■ Exercise brief
Leave the images out, and otherwise write out each entry exactly.

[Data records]
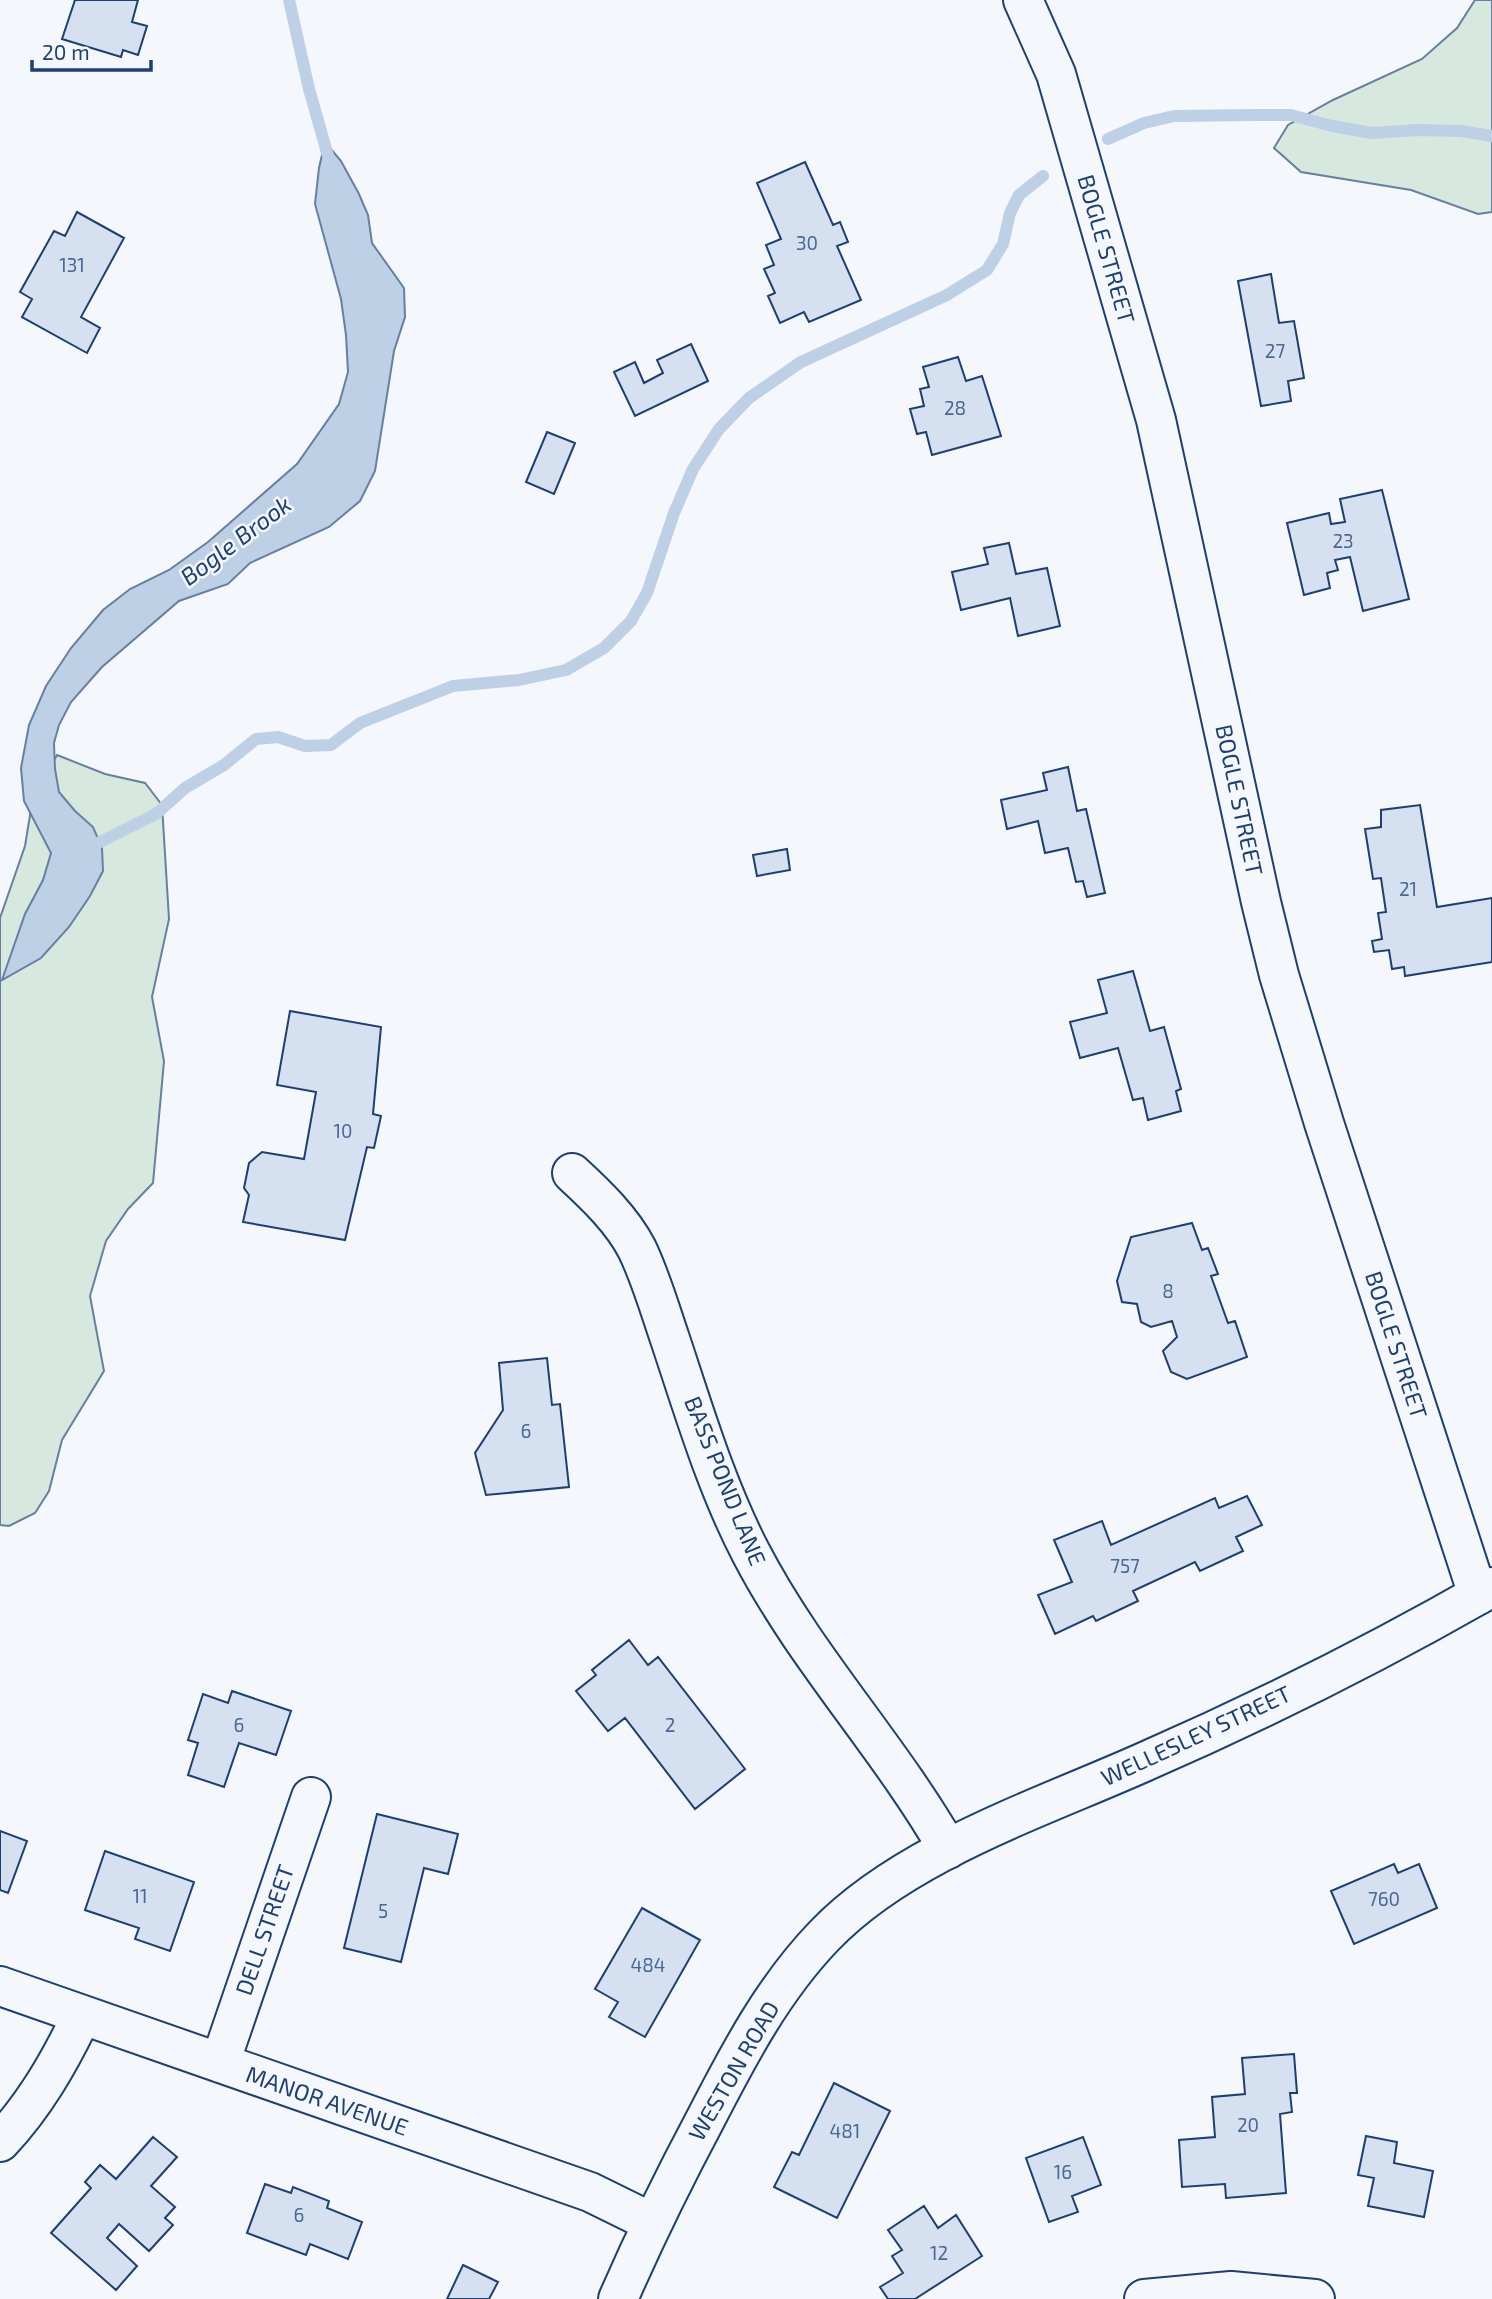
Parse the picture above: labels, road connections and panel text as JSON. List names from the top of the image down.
{
  "streets": {
    "street": [
      "BOGLE STREET",
      "BASS POND LANE",
      "WELLESLEY STREET",
      "DELL STREET",
      "WESTON ROAD",
      "MANOR AVENUE"
    ]
  },
  "crossings": [
    ["BOGLE STREET", "WELLESLEY STREET"],
    ["BASS POND LANE", "WELLESLEY STREET"],
    ["WELLESLEY STREET", "WESTON ROAD"],
    ["DELL STREET", "MANOR AVENUE"],
    ["WESTON ROAD", "MANOR AVENUE"]
  ],
  "water": ["Bogle Brook"],
  "house_numbers": [
    "30",
    "131",
    "27",
    "28",
    "23",
    "21",
    "10",
    "8",
    "6",
    "757",
    "6",
    "2",
    "11",
    "760",
    "5",
    "484",
    "20",
    "481",
    "16",
    "6",
    "12"
  ],
  "scale_bar": "20 m"
}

■ Your solution
Parse the picture above: labels, road connections and panel text as JSON. List names from the top of the image down.
{
  "streets": {
    "street": [
      "BOGLE STREET",
      "BASS POND LANE",
      "WELLESLEY STREET",
      "DELL STREET",
      "WESTON ROAD",
      "MANOR AVENUE"
    ]
  },
  "crossings": [
    ["BOGLE STREET", "WELLESLEY STREET"],
    ["BASS POND LANE", "WELLESLEY STREET"],
    ["WELLESLEY STREET", "WESTON ROAD"],
    ["DELL STREET", "MANOR AVENUE"],
    ["WESTON ROAD", "MANOR AVENUE"]
  ],
  "water": ["Bogle Brook"],
  "house_numbers": [
    "30",
    "131",
    "27",
    "28",
    "23",
    "21",
    "10",
    "8",
    "6",
    "757",
    "6",
    "2",
    "11",
    "760",
    "5",
    "484",
    "20",
    "481",
    "16",
    "6",
    "12"
  ],
  "scale_bar": "20 m"
}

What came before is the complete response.